# Work instruction
Repeat each entry exactly. Drop every image.

[Collected data]
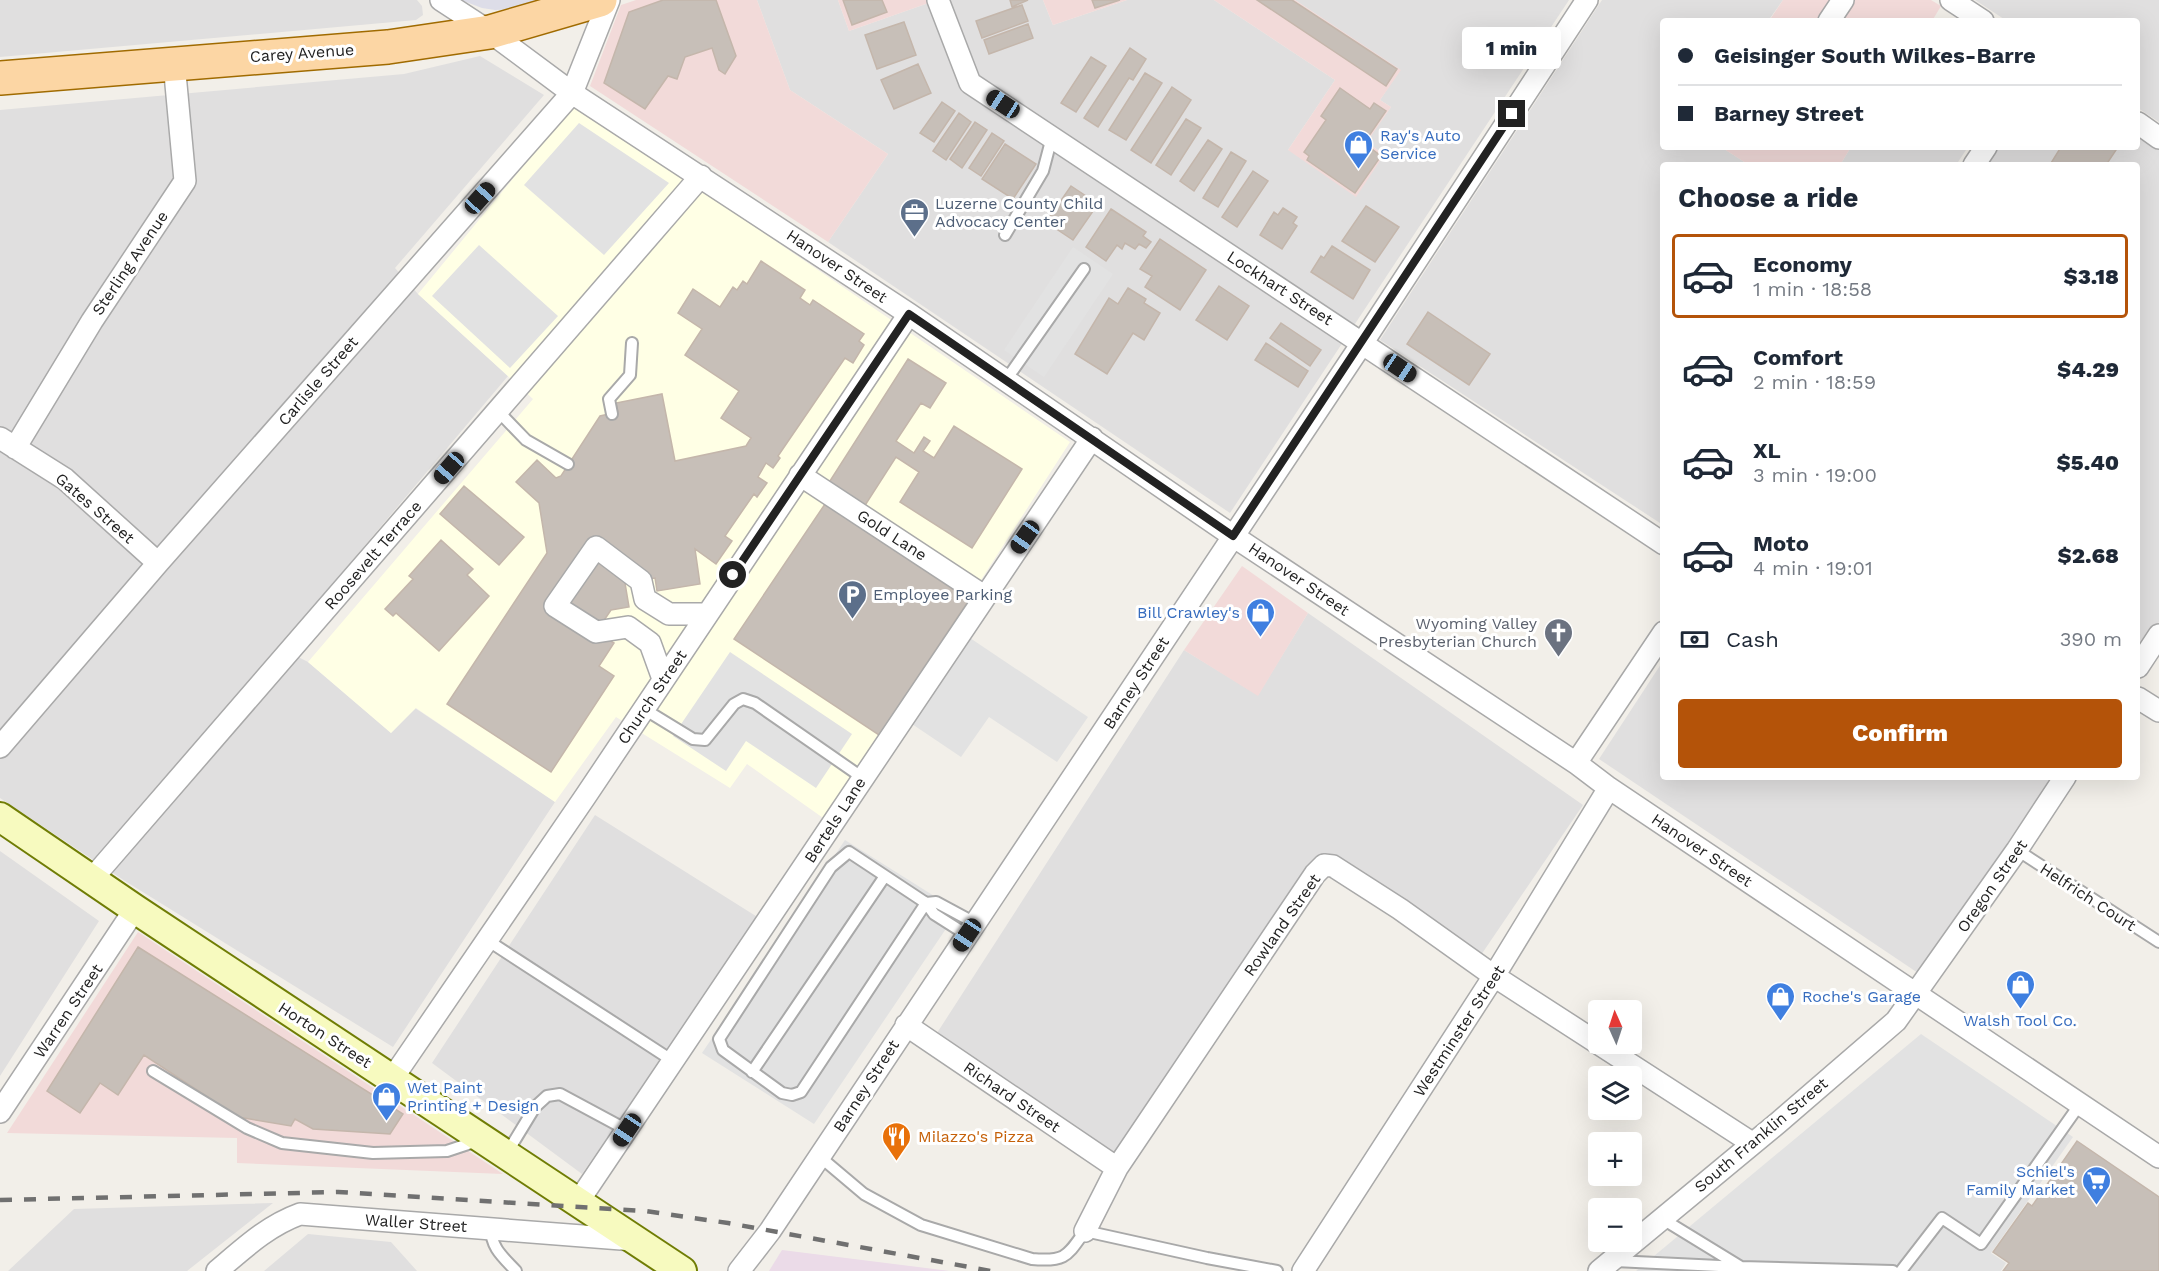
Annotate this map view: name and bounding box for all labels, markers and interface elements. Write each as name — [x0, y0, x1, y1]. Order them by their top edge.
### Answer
callout: 1 min — [1462, 27, 1562, 69]
text: 1 min — [1486, 36, 1537, 60]
street label: Carey Avenue — [249, 40, 355, 66]
text: Geisinger South Wilkes-Barre — [1714, 43, 2036, 68]
car — [983, 87, 1023, 121]
route end — [1498, 100, 1525, 127]
text: Barney Street — [1714, 101, 1864, 126]
place label: Ray's Auto Service — [1380, 126, 1461, 163]
shop icon: Ray's Auto Service — [1343, 128, 1375, 170]
car — [461, 179, 499, 217]
text: Choose a ride — [1678, 182, 1858, 214]
place label: Luzerne County Child Advocacy Center — [935, 194, 1103, 231]
office icon: Luzerne County Child Advocacy Center — [898, 196, 930, 238]
street label: Sterling Avenue — [88, 207, 172, 319]
street label: Hanover Street — [783, 225, 891, 307]
street label: Lockhart Street — [1224, 247, 1337, 329]
icon: car — [1681, 249, 1735, 303]
text: Economy — [1753, 252, 1852, 277]
text: $3.18 — [2063, 264, 2119, 289]
text: 1 min · 18:58 — [1753, 277, 1872, 301]
street label: Carlisle Street — [274, 332, 362, 429]
icon: car — [1681, 342, 1735, 396]
text: Comfort — [1753, 345, 1843, 370]
car — [1380, 350, 1420, 386]
text: $4.29 — [2057, 357, 2119, 382]
text: 2 min · 18:59 — [1753, 370, 1876, 394]
icon: car — [1681, 435, 1735, 489]
text: XL — [1753, 438, 1781, 463]
car — [430, 449, 468, 487]
text: $5.40 — [2057, 450, 2119, 475]
text: 3 min · 19:00 — [1753, 463, 1877, 487]
street label: Gates Street — [52, 469, 139, 548]
street label: Roosevelt Terrace — [321, 497, 425, 613]
street label: Gold Lane — [854, 505, 930, 565]
car — [1007, 517, 1043, 557]
icon: car — [1681, 528, 1735, 582]
text: Moto — [1753, 531, 1809, 556]
street label: Hanover Street — [1245, 538, 1353, 620]
text: $2.68 — [2058, 543, 2119, 568]
text: 4 min · 19:01 — [1753, 556, 1873, 580]
route start — [719, 561, 746, 588]
parking icon: Employee Parking — [836, 578, 868, 620]
place label: Employee Parking — [873, 585, 1012, 604]
shop icon: Bill Crawley's — [1245, 596, 1277, 638]
place label: Bill Crawley's — [1137, 603, 1240, 622]
place label: Wyoming Valley Presbyterian Church — [1378, 614, 1538, 651]
church icon: Wyoming Valley Presbyterian Church — [1542, 616, 1574, 658]
icon: cash — [1678, 623, 1711, 656]
text: Cash — [1726, 627, 1779, 652]
text: 390 m — [2060, 627, 2122, 651]
street label: Barney Street — [1099, 633, 1173, 733]
street label: Church Street — [614, 646, 691, 748]
button: Confirm — [1678, 699, 2122, 768]
street label: Bertels Lane — [800, 774, 870, 866]
street label: Hanover Street — [1648, 809, 1756, 891]
street label: Oregon Street — [1953, 836, 2031, 936]
street label: Helfrich Court — [2037, 859, 2140, 935]
street label: Rowland Street — [1240, 870, 1325, 980]
car — [949, 915, 985, 955]
street label: Warren Street — [30, 960, 107, 1062]
street label: Westminster Street — [1409, 962, 1509, 1100]
shop icon: Walsh Tool Co. — [2004, 968, 2036, 1010]
shop icon: Roche's Garage — [1765, 980, 1797, 1022]
place label: Roche's Garage — [1802, 987, 1921, 1006]
street label: Horton Street — [275, 998, 375, 1072]
north arrow — [1588, 1000, 1642, 1054]
map controls — [1588, 1000, 1642, 1252]
place label: Walsh Tool Co. — [1963, 1011, 2077, 1030]
street label: Barney Street — [829, 1036, 903, 1136]
street label: Richard Street — [960, 1058, 1064, 1137]
button: layers — [1588, 1066, 1642, 1120]
street label: South Franklin Street — [1691, 1074, 1832, 1196]
place label: Wet Paint Printing + Design — [407, 1078, 539, 1115]
shop icon: Wet Paint Printing + Design — [370, 1080, 402, 1122]
car — [609, 1110, 645, 1150]
restaurant icon: Milazzo's Pizza — [881, 1120, 913, 1162]
place label: Milazzo's Pizza — [918, 1127, 1034, 1146]
button: + — [1588, 1132, 1642, 1186]
place label: Schiel's Family Market — [1966, 1162, 2075, 1199]
supermarket icon: Schiel's Family Market — [2080, 1164, 2112, 1206]
button: − — [1588, 1198, 1642, 1252]
street label: Waller Street — [364, 1210, 468, 1236]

# Answer section
Annotate this map view: name and bounding box for all labels, markers and interface elements. Write each as name — [x0, y0, x1, y1]. Order them by their top edge.
### Answer
callout: 1 min — [1462, 27, 1562, 69]
text: 1 min — [1486, 36, 1537, 60]
street label: Carey Avenue — [249, 40, 355, 66]
text: Geisinger South Wilkes-Barre — [1714, 43, 2036, 68]
car — [983, 87, 1023, 121]
route end — [1498, 100, 1525, 127]
text: Barney Street — [1714, 101, 1864, 126]
place label: Ray's Auto Service — [1380, 126, 1461, 163]
shop icon: Ray's Auto Service — [1343, 128, 1375, 170]
car — [461, 179, 499, 217]
text: Choose a ride — [1678, 182, 1858, 214]
place label: Luzerne County Child Advocacy Center — [935, 194, 1103, 231]
office icon: Luzerne County Child Advocacy Center — [898, 196, 930, 238]
street label: Sterling Avenue — [88, 207, 172, 319]
street label: Hanover Street — [783, 225, 891, 307]
street label: Lockhart Street — [1224, 247, 1337, 329]
icon: car — [1681, 249, 1735, 303]
text: Economy — [1753, 252, 1852, 277]
text: $3.18 — [2063, 264, 2119, 289]
text: 1 min · 18:58 — [1753, 277, 1872, 301]
street label: Carlisle Street — [274, 332, 362, 429]
icon: car — [1681, 342, 1735, 396]
text: Comfort — [1753, 345, 1843, 370]
car — [1380, 350, 1420, 386]
text: $4.29 — [2057, 357, 2119, 382]
text: 2 min · 18:59 — [1753, 370, 1876, 394]
icon: car — [1681, 435, 1735, 489]
text: XL — [1753, 438, 1781, 463]
car — [430, 449, 468, 487]
text: $5.40 — [2057, 450, 2119, 475]
text: 3 min · 19:00 — [1753, 463, 1877, 487]
street label: Gates Street — [52, 469, 139, 548]
street label: Roosevelt Terrace — [321, 497, 425, 613]
street label: Gold Lane — [854, 505, 930, 565]
car — [1007, 517, 1043, 557]
icon: car — [1681, 528, 1735, 582]
text: Moto — [1753, 531, 1809, 556]
street label: Hanover Street — [1245, 538, 1353, 620]
text: $2.68 — [2058, 543, 2119, 568]
text: 4 min · 19:01 — [1753, 556, 1873, 580]
route start — [719, 561, 746, 588]
parking icon: Employee Parking — [836, 578, 868, 620]
place label: Employee Parking — [873, 585, 1012, 604]
shop icon: Bill Crawley's — [1245, 596, 1277, 638]
place label: Bill Crawley's — [1137, 603, 1240, 622]
place label: Wyoming Valley Presbyterian Church — [1378, 614, 1538, 651]
church icon: Wyoming Valley Presbyterian Church — [1542, 616, 1574, 658]
icon: cash — [1678, 623, 1711, 656]
text: Cash — [1726, 627, 1779, 652]
text: 390 m — [2060, 627, 2122, 651]
street label: Barney Street — [1099, 633, 1173, 733]
street label: Church Street — [614, 646, 691, 748]
button: Confirm — [1678, 699, 2122, 768]
street label: Bertels Lane — [800, 774, 870, 866]
street label: Hanover Street — [1648, 809, 1756, 891]
street label: Oregon Street — [1953, 836, 2031, 936]
street label: Helfrich Court — [2037, 859, 2140, 935]
street label: Rowland Street — [1240, 870, 1325, 980]
car — [949, 915, 985, 955]
street label: Warren Street — [30, 960, 107, 1062]
street label: Westminster Street — [1409, 962, 1509, 1100]
shop icon: Walsh Tool Co. — [2004, 968, 2036, 1010]
shop icon: Roche's Garage — [1765, 980, 1797, 1022]
place label: Roche's Garage — [1802, 987, 1921, 1006]
street label: Horton Street — [275, 998, 375, 1072]
north arrow — [1588, 1000, 1642, 1054]
map controls — [1588, 1000, 1642, 1252]
place label: Walsh Tool Co. — [1963, 1011, 2077, 1030]
street label: Barney Street — [829, 1036, 903, 1136]
street label: Richard Street — [960, 1058, 1064, 1137]
button: layers — [1588, 1066, 1642, 1120]
street label: South Franklin Street — [1691, 1074, 1832, 1196]
place label: Wet Paint Printing + Design — [407, 1078, 539, 1115]
shop icon: Wet Paint Printing + Design — [370, 1080, 402, 1122]
car — [609, 1110, 645, 1150]
restaurant icon: Milazzo's Pizza — [881, 1120, 913, 1162]
place label: Milazzo's Pizza — [918, 1127, 1034, 1146]
button: + — [1588, 1132, 1642, 1186]
place label: Schiel's Family Market — [1966, 1162, 2075, 1199]
supermarket icon: Schiel's Family Market — [2080, 1164, 2112, 1206]
button: − — [1588, 1198, 1642, 1252]
street label: Waller Street — [364, 1210, 468, 1236]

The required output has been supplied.